Durante un viaje a Indonesia realizado en julio, la presidenta del Instituto Humanitas360, Patrícia Villela Marino, visitó la isla de Sumba para conocer de cerca el trabajo de Roswita Asty Kulla, una educadora y emprendedora social que transforma su comunidad a través de dos iniciativas complementarias. El viaje reveló frentes de actuación que dialogan profundamente con las causas defendidas por el H360 — desde el empoderamiento femenino hasta el acceso a derechos básicos como la educación, los ingresos y el agua potable.

El primero de esos frentes es English Goes to Kampung (EGK), fundado por Asty en 2015. Lo que comenzó con una joven maestra visitando aldeas remotas para enseñar inglés y habilidades básicas a niños sin acceso a la escuela creció hasta convertirse en una iniciativa comunitaria que ya ha alcanzado a más de 8.000 jóvenes en los cuatro distritos de Sumba, con el apoyo de más de 80 voluntarios. En una isla que figura entre las más bellas y, al mismo tiempo, más pobres de Indonesia, EGK apuesta por la educación como camino para romper ciclos persistentes de pobreza. Durante la visita, Patrícia conoció el espacio educativo y a los niños atendidos por el proyecto.

El segundo frente es Karaja Sumba, también fundado por Asty, que preserva el antiguo arte del ikat — un tejido tradicional sumbanés que tarda meses en producirse — mientras genera ingresos e independencia financiera para las «mamas», mujeres víctimas de violencia doméstica.

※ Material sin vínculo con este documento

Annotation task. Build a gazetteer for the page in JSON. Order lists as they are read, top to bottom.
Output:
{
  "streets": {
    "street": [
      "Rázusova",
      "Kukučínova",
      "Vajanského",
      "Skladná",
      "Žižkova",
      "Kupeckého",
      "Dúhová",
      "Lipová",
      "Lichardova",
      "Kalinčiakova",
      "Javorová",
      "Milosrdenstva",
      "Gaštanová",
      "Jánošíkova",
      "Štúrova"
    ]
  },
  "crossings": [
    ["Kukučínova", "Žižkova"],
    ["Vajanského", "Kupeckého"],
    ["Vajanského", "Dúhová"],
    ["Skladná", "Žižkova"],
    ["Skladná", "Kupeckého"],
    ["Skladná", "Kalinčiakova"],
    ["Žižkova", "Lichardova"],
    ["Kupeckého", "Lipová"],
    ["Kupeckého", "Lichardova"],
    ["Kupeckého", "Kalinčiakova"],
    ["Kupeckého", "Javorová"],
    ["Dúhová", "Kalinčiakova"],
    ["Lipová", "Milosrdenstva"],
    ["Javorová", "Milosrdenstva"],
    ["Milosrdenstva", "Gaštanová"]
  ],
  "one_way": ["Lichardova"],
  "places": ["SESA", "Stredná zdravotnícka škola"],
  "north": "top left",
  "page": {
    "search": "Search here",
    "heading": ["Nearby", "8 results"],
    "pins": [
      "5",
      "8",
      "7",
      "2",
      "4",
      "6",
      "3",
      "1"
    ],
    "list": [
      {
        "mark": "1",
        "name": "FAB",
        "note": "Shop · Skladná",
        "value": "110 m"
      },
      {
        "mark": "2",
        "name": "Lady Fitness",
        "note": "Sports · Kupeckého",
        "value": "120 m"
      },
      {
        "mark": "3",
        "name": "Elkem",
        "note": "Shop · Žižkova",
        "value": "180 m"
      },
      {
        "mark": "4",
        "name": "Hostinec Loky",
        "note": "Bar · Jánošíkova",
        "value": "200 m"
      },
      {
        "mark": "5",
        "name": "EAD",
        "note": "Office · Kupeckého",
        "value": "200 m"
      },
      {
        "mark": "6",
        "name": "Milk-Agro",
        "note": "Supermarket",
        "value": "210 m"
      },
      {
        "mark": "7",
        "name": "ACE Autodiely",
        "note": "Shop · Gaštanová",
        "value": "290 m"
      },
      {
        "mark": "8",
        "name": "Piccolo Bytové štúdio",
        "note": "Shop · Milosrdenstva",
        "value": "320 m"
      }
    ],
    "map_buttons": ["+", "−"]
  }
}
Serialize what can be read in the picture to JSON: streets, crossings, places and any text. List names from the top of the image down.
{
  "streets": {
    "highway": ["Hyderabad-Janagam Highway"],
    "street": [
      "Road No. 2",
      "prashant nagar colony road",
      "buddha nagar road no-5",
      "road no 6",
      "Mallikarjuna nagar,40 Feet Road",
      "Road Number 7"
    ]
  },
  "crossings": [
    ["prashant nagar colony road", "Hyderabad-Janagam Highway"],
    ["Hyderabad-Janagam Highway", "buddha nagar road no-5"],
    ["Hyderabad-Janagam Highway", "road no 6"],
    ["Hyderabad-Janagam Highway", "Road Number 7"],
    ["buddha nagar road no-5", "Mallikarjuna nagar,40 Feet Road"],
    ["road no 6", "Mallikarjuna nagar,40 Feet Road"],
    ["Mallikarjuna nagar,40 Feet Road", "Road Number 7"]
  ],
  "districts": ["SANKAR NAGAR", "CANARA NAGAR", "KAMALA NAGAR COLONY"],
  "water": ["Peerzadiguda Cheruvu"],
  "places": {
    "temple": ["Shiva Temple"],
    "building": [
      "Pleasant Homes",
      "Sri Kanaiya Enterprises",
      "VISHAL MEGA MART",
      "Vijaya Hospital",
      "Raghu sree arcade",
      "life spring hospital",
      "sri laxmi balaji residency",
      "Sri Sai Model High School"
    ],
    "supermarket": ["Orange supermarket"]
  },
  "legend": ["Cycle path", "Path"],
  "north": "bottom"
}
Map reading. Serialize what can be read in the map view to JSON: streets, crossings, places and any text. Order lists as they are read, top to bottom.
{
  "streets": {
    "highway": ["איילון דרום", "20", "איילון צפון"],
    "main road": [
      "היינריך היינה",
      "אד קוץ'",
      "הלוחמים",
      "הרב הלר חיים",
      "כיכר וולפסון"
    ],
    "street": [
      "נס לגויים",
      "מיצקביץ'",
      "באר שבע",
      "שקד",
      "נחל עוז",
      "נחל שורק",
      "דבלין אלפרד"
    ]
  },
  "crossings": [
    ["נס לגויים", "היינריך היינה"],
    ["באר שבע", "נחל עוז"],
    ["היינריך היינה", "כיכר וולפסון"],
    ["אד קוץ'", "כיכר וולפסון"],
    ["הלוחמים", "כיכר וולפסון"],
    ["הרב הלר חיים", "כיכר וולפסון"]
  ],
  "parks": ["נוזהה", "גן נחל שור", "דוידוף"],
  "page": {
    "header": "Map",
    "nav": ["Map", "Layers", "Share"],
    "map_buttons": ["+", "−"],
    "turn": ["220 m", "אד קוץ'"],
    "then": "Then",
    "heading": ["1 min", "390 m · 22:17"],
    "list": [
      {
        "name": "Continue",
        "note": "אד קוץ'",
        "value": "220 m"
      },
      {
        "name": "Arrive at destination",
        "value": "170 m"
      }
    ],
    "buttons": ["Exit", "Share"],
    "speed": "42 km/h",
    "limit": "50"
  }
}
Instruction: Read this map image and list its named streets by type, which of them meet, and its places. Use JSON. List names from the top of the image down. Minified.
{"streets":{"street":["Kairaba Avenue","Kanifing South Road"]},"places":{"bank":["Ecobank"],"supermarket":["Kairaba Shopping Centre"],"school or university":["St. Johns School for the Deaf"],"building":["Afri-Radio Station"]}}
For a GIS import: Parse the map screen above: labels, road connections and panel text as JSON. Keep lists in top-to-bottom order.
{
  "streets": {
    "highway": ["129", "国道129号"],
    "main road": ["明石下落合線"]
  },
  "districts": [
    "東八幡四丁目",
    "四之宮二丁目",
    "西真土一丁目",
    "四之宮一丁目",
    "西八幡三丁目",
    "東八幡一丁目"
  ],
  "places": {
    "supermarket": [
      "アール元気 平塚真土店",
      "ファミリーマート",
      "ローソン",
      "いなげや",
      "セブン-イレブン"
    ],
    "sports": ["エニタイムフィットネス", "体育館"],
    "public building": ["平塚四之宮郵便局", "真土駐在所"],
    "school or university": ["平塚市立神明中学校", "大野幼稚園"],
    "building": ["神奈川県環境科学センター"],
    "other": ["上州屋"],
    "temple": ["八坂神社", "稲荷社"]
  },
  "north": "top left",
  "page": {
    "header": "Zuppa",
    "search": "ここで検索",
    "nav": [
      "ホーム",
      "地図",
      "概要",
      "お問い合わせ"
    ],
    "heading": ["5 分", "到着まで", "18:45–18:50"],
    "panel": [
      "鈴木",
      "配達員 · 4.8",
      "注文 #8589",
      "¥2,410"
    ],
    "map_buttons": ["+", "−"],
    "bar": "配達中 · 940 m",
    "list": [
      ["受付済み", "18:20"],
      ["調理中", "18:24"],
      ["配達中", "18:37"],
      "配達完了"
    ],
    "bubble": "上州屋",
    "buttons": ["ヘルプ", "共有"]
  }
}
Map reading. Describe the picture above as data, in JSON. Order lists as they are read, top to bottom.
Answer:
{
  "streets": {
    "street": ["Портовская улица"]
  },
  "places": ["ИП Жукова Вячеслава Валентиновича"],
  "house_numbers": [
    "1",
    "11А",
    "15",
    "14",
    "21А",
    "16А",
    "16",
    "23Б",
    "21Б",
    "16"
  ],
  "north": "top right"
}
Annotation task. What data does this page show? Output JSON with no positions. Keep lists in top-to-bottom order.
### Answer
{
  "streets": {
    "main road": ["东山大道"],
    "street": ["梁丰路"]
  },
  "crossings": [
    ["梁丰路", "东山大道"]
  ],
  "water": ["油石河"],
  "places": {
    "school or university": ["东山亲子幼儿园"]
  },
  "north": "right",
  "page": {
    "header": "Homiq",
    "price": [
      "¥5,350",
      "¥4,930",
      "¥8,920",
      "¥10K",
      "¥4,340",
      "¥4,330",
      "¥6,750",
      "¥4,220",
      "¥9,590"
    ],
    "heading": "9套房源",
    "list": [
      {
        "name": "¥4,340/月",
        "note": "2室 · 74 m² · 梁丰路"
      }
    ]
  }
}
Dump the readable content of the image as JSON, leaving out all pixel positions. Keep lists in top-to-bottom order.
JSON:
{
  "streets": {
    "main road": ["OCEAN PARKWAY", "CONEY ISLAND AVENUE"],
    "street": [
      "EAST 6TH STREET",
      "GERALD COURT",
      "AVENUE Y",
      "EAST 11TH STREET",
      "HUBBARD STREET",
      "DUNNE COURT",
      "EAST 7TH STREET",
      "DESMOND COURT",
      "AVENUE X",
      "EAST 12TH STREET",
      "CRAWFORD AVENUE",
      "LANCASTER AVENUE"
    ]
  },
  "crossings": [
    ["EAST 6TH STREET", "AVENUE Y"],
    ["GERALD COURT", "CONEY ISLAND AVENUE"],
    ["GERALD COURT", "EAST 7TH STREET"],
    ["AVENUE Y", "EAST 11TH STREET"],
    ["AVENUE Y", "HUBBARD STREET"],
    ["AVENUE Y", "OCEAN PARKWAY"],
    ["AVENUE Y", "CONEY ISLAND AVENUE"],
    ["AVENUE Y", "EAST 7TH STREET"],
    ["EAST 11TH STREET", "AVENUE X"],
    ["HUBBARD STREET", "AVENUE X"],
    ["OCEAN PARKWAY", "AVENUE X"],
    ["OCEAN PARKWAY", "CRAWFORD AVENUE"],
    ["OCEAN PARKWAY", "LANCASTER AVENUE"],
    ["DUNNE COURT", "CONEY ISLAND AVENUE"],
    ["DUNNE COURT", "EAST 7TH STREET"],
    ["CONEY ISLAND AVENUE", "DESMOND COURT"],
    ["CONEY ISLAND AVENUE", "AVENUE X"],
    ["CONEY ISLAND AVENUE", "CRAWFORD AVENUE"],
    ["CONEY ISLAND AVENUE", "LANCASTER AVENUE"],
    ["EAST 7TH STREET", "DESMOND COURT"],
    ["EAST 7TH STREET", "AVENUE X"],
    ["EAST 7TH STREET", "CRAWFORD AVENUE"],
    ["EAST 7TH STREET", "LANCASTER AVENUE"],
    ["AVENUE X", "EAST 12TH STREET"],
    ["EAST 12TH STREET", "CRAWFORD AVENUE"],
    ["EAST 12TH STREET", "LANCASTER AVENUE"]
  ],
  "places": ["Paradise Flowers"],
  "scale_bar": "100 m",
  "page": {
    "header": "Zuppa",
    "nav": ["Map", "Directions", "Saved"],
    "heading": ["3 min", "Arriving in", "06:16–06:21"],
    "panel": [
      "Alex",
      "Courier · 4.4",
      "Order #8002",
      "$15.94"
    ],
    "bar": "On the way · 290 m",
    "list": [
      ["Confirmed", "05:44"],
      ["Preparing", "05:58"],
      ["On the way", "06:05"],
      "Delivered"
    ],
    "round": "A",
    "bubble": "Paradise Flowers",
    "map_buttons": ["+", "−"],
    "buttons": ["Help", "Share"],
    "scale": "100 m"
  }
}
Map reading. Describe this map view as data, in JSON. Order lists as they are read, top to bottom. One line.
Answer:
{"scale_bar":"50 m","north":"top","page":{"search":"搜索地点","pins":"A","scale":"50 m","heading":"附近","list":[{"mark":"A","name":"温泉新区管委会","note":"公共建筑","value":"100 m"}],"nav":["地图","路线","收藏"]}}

Al comprar las piezas por adelantado y a un precio justo, que valora todo el proceso artesanal, Karaja crea oportunidades reales para que estas mujeres sostengan a sus familias y escapen del ciclo de la violencia y la pobreza. Ese propósito hace eco directo de la trayectoria de las cooperativas sociales del Humanitas360 y del negocio social Tereza — hoy independiente —, que genera ingresos para mujeres que han salido del sistema penitenciario a través del corte y la costura. En ambos contextos, el emprendimiento se revela como una herramienta de conciencia, autonomía y dignidad.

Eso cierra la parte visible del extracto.